Supplied data below:

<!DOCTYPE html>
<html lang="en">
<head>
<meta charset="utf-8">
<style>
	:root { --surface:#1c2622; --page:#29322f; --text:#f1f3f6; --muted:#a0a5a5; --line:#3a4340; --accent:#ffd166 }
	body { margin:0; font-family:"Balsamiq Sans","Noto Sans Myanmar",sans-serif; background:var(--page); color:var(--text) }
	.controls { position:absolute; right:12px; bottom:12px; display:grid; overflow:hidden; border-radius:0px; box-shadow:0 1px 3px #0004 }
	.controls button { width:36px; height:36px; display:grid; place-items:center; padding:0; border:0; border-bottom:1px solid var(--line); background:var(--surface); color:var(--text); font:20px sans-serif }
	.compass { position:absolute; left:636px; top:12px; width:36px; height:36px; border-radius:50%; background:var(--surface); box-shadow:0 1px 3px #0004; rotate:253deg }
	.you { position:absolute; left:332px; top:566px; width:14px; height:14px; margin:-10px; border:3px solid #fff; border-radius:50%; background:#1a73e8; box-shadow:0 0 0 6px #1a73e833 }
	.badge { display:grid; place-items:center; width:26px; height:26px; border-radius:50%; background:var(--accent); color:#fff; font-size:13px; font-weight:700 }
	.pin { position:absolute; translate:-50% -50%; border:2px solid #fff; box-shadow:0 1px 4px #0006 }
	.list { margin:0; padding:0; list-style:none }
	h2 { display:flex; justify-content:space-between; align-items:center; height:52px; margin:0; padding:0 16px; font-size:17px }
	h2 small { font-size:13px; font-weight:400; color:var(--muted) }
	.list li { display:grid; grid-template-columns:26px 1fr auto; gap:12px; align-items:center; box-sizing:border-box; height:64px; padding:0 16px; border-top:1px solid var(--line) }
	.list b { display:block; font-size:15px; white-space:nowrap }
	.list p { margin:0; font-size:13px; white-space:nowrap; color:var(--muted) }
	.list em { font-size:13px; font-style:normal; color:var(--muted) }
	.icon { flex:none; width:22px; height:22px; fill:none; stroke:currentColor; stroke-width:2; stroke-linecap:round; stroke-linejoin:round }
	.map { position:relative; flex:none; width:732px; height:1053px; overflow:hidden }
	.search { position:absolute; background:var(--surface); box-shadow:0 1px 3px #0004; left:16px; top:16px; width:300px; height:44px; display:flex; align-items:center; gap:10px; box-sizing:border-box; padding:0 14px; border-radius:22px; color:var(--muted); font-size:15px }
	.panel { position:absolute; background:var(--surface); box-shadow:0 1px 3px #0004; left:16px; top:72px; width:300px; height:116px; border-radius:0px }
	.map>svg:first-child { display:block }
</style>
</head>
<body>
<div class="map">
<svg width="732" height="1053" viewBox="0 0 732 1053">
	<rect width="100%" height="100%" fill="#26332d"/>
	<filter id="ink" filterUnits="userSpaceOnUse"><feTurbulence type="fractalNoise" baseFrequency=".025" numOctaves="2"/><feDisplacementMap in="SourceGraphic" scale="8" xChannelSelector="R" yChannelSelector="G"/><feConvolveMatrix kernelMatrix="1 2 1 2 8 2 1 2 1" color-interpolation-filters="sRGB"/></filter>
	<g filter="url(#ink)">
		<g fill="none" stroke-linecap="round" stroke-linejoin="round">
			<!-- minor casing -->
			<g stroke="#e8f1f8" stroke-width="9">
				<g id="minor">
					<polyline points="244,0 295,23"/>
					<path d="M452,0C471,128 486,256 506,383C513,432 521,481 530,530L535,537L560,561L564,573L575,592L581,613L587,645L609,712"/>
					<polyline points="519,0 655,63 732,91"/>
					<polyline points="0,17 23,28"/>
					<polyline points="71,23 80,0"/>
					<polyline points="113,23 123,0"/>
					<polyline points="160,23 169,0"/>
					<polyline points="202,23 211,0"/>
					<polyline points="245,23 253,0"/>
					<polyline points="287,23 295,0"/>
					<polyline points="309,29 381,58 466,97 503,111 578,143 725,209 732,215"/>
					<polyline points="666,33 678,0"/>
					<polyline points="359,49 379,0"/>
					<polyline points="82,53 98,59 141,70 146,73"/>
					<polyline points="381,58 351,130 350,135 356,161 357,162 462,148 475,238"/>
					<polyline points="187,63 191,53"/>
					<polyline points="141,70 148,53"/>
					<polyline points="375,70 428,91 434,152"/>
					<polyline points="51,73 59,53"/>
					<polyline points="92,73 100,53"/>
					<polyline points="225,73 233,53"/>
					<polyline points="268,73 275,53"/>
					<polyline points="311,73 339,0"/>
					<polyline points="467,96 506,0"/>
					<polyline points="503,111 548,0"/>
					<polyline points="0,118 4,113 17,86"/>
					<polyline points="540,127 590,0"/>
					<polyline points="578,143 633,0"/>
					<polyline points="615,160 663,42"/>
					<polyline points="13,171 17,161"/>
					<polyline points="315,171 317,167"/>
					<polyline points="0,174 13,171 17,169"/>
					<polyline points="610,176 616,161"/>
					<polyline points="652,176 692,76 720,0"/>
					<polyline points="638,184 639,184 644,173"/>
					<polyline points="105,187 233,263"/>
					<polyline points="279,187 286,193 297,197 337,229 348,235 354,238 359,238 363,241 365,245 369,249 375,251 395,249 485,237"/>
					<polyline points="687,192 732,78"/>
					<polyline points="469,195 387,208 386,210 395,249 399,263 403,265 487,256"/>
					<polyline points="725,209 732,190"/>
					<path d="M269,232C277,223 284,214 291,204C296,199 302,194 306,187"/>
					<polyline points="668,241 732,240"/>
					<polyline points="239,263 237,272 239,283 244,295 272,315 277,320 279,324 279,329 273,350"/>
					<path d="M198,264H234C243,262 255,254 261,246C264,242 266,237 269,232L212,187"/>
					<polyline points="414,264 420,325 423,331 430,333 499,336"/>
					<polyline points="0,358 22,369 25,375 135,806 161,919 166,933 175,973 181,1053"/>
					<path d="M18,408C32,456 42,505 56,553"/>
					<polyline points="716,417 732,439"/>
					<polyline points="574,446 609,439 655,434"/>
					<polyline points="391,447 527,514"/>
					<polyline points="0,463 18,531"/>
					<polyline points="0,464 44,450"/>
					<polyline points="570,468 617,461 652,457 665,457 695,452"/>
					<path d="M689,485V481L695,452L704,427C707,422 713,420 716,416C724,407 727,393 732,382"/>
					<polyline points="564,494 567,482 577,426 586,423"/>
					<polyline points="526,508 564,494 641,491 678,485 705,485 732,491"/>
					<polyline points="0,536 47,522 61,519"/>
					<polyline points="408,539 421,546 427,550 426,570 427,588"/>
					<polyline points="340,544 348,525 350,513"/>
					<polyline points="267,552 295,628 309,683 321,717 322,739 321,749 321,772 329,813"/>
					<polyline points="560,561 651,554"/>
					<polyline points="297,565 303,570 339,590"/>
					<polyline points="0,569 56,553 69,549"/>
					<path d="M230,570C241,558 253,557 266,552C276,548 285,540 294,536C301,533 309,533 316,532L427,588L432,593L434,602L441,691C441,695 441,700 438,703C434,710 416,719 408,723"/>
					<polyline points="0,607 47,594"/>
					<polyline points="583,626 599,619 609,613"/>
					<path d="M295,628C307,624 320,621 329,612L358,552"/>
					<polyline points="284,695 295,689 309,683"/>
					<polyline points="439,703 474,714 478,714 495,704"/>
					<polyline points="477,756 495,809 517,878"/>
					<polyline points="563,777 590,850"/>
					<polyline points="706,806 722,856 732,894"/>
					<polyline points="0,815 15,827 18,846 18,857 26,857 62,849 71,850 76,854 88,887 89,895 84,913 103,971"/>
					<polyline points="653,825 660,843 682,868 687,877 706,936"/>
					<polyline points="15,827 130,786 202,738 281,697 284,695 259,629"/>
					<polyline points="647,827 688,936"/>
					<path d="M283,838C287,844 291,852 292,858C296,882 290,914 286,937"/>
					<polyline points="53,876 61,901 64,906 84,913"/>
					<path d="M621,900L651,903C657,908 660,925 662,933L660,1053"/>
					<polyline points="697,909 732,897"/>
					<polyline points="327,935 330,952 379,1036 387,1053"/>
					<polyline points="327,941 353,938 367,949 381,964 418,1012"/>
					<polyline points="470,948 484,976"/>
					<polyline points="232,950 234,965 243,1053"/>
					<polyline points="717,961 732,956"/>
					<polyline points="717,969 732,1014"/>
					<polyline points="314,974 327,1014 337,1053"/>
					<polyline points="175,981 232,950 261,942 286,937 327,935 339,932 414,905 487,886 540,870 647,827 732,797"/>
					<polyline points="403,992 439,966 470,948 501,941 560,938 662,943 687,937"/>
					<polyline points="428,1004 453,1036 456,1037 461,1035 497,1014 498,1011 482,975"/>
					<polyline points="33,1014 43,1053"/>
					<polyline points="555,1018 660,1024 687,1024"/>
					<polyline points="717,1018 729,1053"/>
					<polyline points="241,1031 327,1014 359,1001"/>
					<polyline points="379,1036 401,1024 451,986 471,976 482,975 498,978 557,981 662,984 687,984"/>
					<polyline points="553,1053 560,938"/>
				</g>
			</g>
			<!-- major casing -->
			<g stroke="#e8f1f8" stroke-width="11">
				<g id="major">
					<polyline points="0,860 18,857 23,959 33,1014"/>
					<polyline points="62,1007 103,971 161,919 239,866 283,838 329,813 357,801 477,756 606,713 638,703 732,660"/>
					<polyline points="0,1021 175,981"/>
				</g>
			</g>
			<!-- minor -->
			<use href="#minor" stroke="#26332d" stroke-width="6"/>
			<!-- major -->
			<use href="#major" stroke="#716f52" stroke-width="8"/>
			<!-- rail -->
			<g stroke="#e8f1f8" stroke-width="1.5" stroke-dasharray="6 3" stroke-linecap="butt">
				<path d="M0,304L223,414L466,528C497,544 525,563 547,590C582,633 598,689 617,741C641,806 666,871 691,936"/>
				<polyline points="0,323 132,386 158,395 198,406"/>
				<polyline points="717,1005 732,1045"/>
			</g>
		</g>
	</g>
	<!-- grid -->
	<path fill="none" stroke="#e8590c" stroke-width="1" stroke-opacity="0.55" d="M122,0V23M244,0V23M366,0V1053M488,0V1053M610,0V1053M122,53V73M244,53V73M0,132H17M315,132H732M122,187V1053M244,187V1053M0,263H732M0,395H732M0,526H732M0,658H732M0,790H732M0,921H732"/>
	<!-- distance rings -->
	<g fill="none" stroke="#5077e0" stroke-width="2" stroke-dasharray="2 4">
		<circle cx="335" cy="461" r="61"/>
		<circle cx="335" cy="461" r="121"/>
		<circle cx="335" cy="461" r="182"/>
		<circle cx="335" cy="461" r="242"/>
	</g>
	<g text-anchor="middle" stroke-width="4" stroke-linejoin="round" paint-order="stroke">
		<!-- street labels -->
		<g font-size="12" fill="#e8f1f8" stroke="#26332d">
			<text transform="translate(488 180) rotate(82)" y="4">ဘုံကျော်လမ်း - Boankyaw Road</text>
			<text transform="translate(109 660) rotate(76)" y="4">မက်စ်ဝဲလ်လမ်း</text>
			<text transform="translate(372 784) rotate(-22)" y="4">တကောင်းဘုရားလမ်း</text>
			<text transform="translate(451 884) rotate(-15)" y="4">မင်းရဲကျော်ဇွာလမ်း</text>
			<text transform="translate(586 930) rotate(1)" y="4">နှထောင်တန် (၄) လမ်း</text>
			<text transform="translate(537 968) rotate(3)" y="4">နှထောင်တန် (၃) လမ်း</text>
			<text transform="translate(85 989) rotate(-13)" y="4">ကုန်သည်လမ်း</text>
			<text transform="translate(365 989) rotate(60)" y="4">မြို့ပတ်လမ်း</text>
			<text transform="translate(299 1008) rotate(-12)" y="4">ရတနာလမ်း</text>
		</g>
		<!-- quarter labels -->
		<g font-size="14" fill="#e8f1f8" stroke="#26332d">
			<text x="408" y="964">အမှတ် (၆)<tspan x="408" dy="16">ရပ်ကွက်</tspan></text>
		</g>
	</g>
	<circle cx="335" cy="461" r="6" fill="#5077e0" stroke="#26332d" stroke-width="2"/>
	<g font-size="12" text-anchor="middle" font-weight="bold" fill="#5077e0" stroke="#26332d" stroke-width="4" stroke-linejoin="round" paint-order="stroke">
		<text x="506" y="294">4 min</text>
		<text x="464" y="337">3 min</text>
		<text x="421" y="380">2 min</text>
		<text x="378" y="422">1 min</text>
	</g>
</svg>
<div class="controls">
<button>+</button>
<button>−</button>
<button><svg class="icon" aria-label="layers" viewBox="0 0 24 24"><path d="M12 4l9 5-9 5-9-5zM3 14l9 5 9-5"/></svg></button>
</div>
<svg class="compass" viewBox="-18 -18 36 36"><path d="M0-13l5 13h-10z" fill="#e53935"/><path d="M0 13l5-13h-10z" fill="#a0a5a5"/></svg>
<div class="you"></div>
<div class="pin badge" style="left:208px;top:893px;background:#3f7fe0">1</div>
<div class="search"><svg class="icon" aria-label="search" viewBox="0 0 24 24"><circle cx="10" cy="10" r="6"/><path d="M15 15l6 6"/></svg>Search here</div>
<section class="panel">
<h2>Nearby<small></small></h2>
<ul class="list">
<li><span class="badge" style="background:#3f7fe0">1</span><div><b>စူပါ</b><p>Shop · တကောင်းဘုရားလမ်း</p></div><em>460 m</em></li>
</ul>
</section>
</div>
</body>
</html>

End of Supplied data.

What to produce
Nothing but the exact lines from the start of the material through the line holding "width:36px; height:36px; display:grid;", both included, belongs in the answer.

Written solution
<!DOCTYPE html>
<html lang="en">
<head>
<meta charset="utf-8">
<style>
	:root { --surface:#1c2622; --page:#29322f; --text:#f1f3f6; --muted:#a0a5a5; --line:#3a4340; --accent:#ffd166 }
	body { margin:0; font-family:"Balsamiq Sans","Noto Sans Myanmar",sans-serif; background:var(--page); color:var(--text) }
	.controls { position:absolute; right:12px; bottom:12px; display:grid; overflow:hidden; border-radius:0px; box-shadow:0 1px 3px #0004 }
	.controls button { width:36px; height:36px; display:grid; place-items:center; padding:0; border:0; border-bottom:1px solid var(--line); background:var(--surface); color:var(--text); font:20px sans-serif }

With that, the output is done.